At present, there is a great deal of confusion as to the final objective of AI. Some see Artificial General Intelligence as the ultimate and imminent goal suggesting that it can be achieved through machine learning and its further developments.
We argue that despite the spectacular rise of AI, we still have weak AI that only provides building blocks for intelligent systems, mainly intelligent assistants that interact with users in question-answer mode.
A bold step toward human-level intelligence would be the advent of autonomous systems resulting from the marriage between AI and ICT envisaged in particular by the IoT. In this evolution, the ability to guarantee the trustworthiness of AI systems – reputed to be “black boxes” very different from traditional digital systems – will determine their degree of acceptance and integration in critical applications.
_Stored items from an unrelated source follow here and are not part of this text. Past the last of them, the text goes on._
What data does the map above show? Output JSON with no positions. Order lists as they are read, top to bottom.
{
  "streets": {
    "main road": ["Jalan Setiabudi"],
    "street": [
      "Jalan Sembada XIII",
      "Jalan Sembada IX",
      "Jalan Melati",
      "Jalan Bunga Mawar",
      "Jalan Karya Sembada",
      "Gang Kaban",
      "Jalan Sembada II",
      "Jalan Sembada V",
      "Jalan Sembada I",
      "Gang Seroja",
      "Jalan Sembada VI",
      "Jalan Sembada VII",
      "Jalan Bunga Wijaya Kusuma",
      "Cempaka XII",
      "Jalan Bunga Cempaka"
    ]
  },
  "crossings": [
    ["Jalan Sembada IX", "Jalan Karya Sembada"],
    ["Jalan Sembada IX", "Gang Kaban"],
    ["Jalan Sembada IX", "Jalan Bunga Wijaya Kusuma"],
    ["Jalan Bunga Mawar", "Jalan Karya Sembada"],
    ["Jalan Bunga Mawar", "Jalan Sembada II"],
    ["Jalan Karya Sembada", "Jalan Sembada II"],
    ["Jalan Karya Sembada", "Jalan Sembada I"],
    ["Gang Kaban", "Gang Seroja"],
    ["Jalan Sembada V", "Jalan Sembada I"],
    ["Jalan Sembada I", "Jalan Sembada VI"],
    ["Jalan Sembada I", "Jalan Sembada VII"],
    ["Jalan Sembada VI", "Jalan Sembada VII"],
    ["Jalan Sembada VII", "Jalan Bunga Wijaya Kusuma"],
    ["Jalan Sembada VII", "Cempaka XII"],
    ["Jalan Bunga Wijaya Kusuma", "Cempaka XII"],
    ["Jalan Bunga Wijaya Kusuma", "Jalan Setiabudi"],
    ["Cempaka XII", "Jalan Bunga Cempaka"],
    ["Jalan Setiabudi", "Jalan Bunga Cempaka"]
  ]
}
We review the current state of the art in AI and its possible evolution, including:
Avenues for the development of future intelligent systems, in particular autonomous systems as the result of the convergence between AI and ICT;
The inherent limitations of the validation of AI systems due to their lack of explainability, and the case for new theoretical foundations to extend existing rigorous validation methods;
Complementarity between human and machine intelligence, which can lead to a multitude of intelligence concepts reflecting the ability to combine data-based and symbolic knowledge to varying degrees.
In light of this analysis, we conclude with a discussion of AI-induced risks, their assessment and regulation.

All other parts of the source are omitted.